Shortened LLM: A Simple Depth Pruning for Large Language Models

Author

Bo-Kyeong Kim

Senior Researcher, Nota AI


Introduction

Large Language Models (LLMs) are revolutionizing the world. According to the scaling laws [Kaplan et al, 2020] and additional evidence, bigger model sizes yield better-performing models. However, their financial and computational demands are significant.

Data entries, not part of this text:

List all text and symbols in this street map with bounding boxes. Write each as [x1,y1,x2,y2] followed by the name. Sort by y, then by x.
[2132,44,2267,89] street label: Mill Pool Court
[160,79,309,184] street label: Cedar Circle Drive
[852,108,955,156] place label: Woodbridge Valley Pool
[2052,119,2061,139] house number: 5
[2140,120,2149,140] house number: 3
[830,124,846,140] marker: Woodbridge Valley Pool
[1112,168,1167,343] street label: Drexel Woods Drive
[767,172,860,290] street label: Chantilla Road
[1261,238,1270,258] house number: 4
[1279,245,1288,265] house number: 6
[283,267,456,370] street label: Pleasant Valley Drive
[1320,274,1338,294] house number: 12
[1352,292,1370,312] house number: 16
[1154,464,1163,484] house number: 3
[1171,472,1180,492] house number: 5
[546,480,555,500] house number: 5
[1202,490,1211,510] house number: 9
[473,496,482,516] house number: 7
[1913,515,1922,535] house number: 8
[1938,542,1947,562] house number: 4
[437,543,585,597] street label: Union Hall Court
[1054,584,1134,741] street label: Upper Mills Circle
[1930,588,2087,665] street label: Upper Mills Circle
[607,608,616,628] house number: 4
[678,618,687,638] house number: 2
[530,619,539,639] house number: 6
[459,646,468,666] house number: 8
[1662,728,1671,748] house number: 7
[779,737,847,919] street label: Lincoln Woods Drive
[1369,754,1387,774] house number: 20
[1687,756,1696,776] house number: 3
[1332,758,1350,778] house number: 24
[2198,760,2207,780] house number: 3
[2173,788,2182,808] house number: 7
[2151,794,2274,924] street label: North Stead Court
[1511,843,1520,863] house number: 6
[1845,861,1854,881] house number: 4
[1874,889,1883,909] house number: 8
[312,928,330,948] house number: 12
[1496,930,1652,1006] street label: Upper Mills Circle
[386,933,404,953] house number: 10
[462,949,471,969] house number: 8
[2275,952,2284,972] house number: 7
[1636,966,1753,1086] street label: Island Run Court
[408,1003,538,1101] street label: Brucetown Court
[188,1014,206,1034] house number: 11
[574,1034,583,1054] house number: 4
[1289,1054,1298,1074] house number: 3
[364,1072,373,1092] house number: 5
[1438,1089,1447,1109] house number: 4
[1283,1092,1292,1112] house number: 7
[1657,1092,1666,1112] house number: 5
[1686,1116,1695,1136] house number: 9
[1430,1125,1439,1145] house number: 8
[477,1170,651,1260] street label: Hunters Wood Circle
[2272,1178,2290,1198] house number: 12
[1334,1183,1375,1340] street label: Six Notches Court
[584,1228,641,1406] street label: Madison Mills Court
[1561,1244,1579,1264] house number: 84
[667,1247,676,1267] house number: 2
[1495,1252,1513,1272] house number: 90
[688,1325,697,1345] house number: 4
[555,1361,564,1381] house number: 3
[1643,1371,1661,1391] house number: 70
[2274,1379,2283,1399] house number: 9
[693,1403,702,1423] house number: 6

This study aims to reduce the inference costs of LLMs through structured pruning, which is effective in achieving hardware-independent speedups.

🍀 Resources for more information: GitHub, ArXiv.

🍀 Accepted at ICLR’24 Workshop on ME-FoMo and featured on Daily Papers by AK.

Overview

An LLM is a stack of multiple Transformer blocks [Vaswani et al., 2017], each of which contains a multi-head attention (MHA) module and a feedforward network module (FFN). In terms of structured pruning over LLMs, width pruning has initially been attempted. LLM-Pruner [Ma et al., 2023] and FLAP [An et al., 2024] reduce the network width by pruning attention heads of MHA modules and intermediate neurons of FFN modules. In this work, we propose a depth pruning method for LLMs by removing some Transformer blocks. We perform a comparative analysis between two pruning dimensions, network width vs. depth, regarding their impact on the inference efficiency of LLMs, as shown in Figure 1.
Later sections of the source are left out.